Workshop on Numerical Methods and Analysis in CFD - Abstract

Galarce, Felipe

Inverse problems on non-parametric domains. Flow reconstruction from medical data using non linear dimensionality reduction


Co-authors:
D. Lombardi (Centre de Recherche INRIA de Paris & Laboratoire Jacques-Louis Lions. Sorbonne University, France)
O. Mula (Eindhoven Univerity of Technology)

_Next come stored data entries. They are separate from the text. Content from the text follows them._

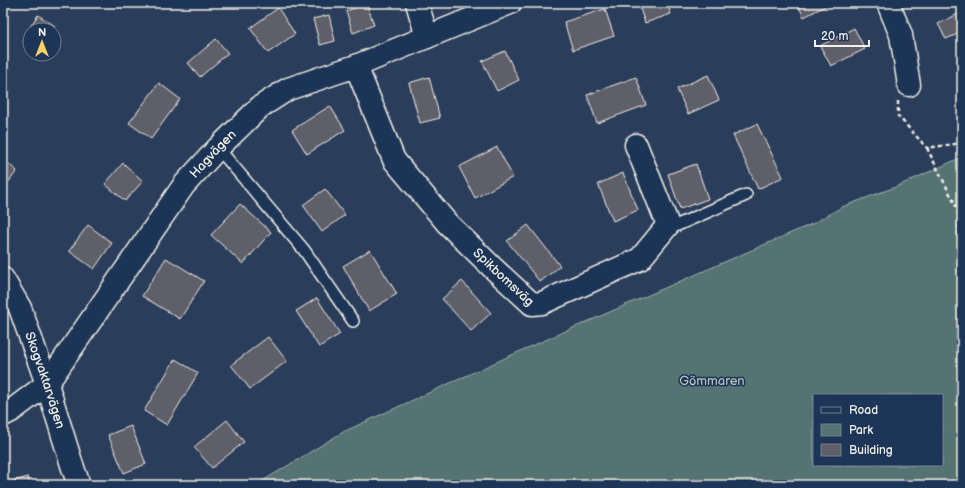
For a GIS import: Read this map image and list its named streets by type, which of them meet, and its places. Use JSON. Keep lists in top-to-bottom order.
{
  "streets": {
    "street": ["Hagvägen", "Spikbomsväg", "Skogvaktarvägen"]
  },
  "crossings": [
    ["Hagvägen", "Spikbomsväg"],
    ["Hagvägen", "Skogvaktarvägen"]
  ],
  "parks": ["Gömmaren"],
  "legend": ["Road", "Park", "Building"],
  "scale_bar": "20 m",
  "north": "top"
}
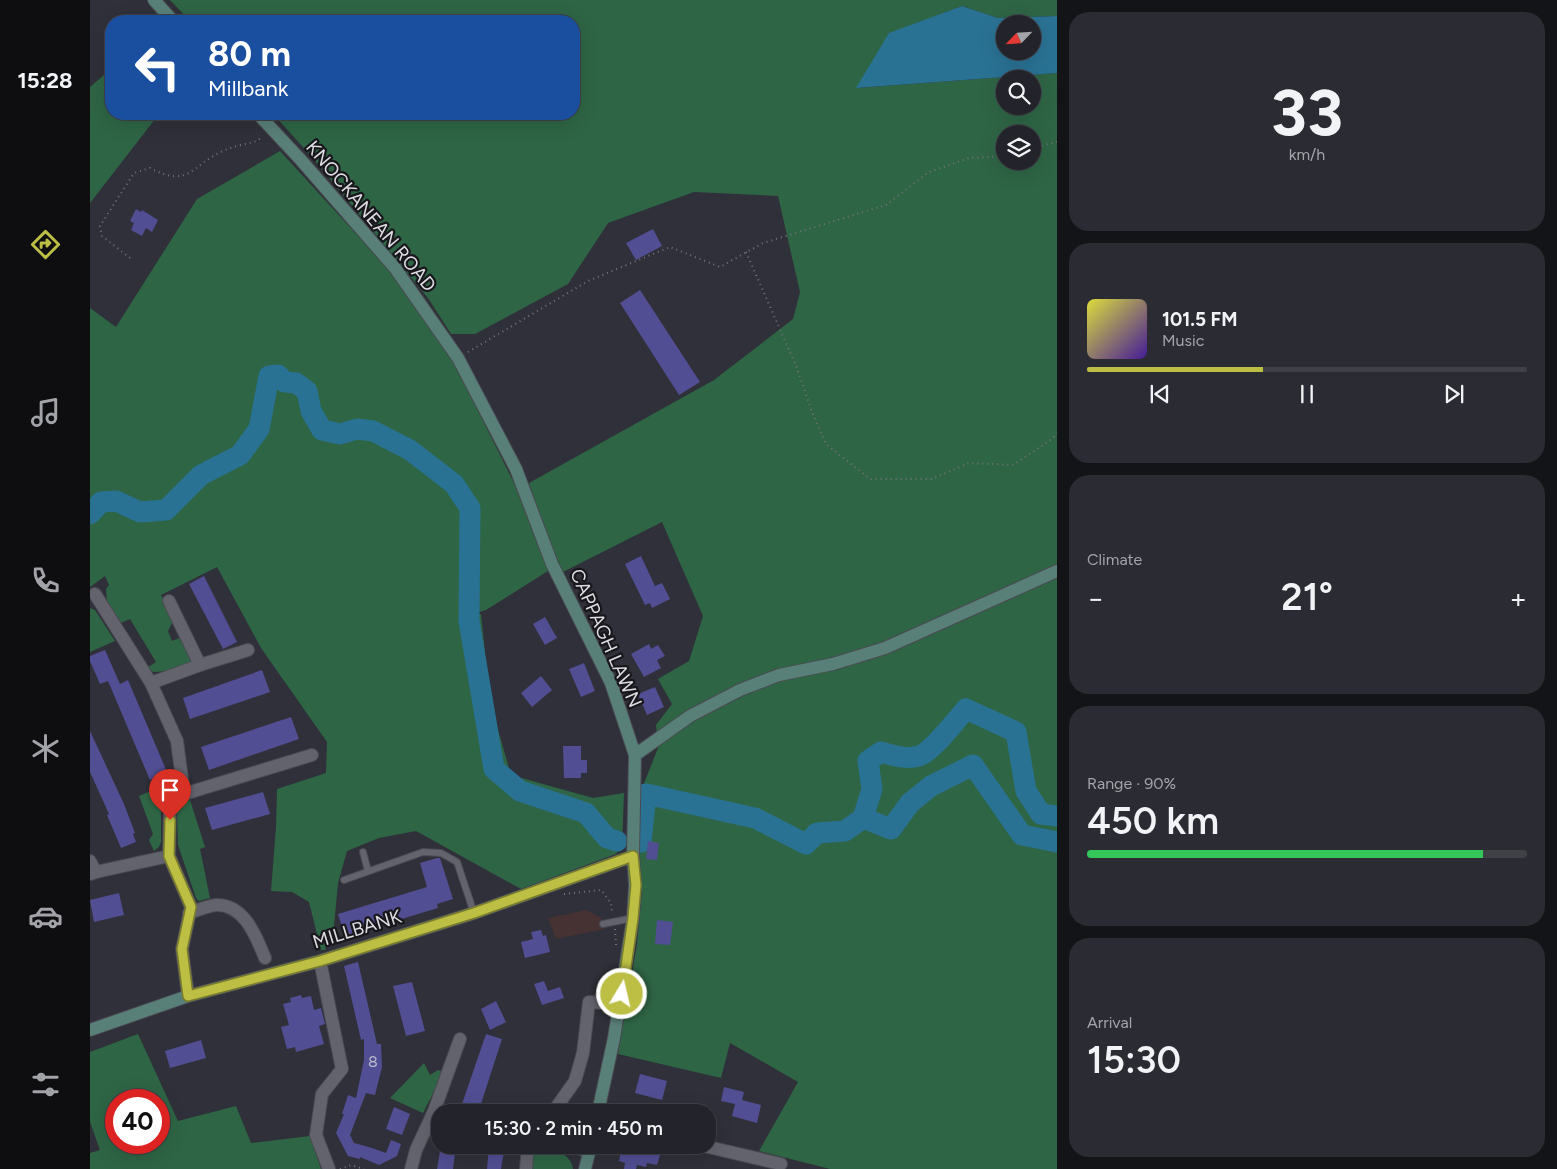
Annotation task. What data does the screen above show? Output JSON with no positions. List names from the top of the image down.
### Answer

Solving in real time inverse problems for biomedical applications requires learning techniques that involve simulations and databases from different patients which inevitably involve anatomical variations.
We present a state estimation method which allows to take this variability into account without needing any a priori knowledge on a parametrization of the anatomical differences. We rely on morphometric techniques involving Multidimensional Scaling and couple them with reconstruction techniques that make use of reduced modeling [1].
We prove the potential of the method on a simple application inspired from the reconstruction of blood flows and quantities of medical interest with Doppler ultrasound imaging [2, 3, 4].

References:
[1] N. Saeed, H. Nam, M. Imtiaz Ul Haq and D. Muhammad Saqib Bhatti. A Survey on Multidimensional Scaling. ACM Comput. 2018.
[2] F. Galarce, J.F. Gerbeau, D. Lombardi and O. Mula. State estimation with nonlinear reduced models. Application to the reconstruction of blood flows with Doppler ultrasound images. SIAM Journal on Scientific Computing. 2021. arXiv:1904.13367.
[3] F. Galarce, D. Lombardi, O. Mula. Reconstructing Haemodynamics Quantities of Interest from Doppler Ultrasound Imaging. International Journal for Numerical Methods in Biomedical Engineering. 2020.
arXiv:2006.04174.
[4] F. Galarce, D. Lombardi, O. Mula. Fast reconstruction of 3D blood flows from Doppler ultrasound images and reduced models. Computer Methods in Applied Mechanics and Engineering. 2021. arXiv:1904.13367.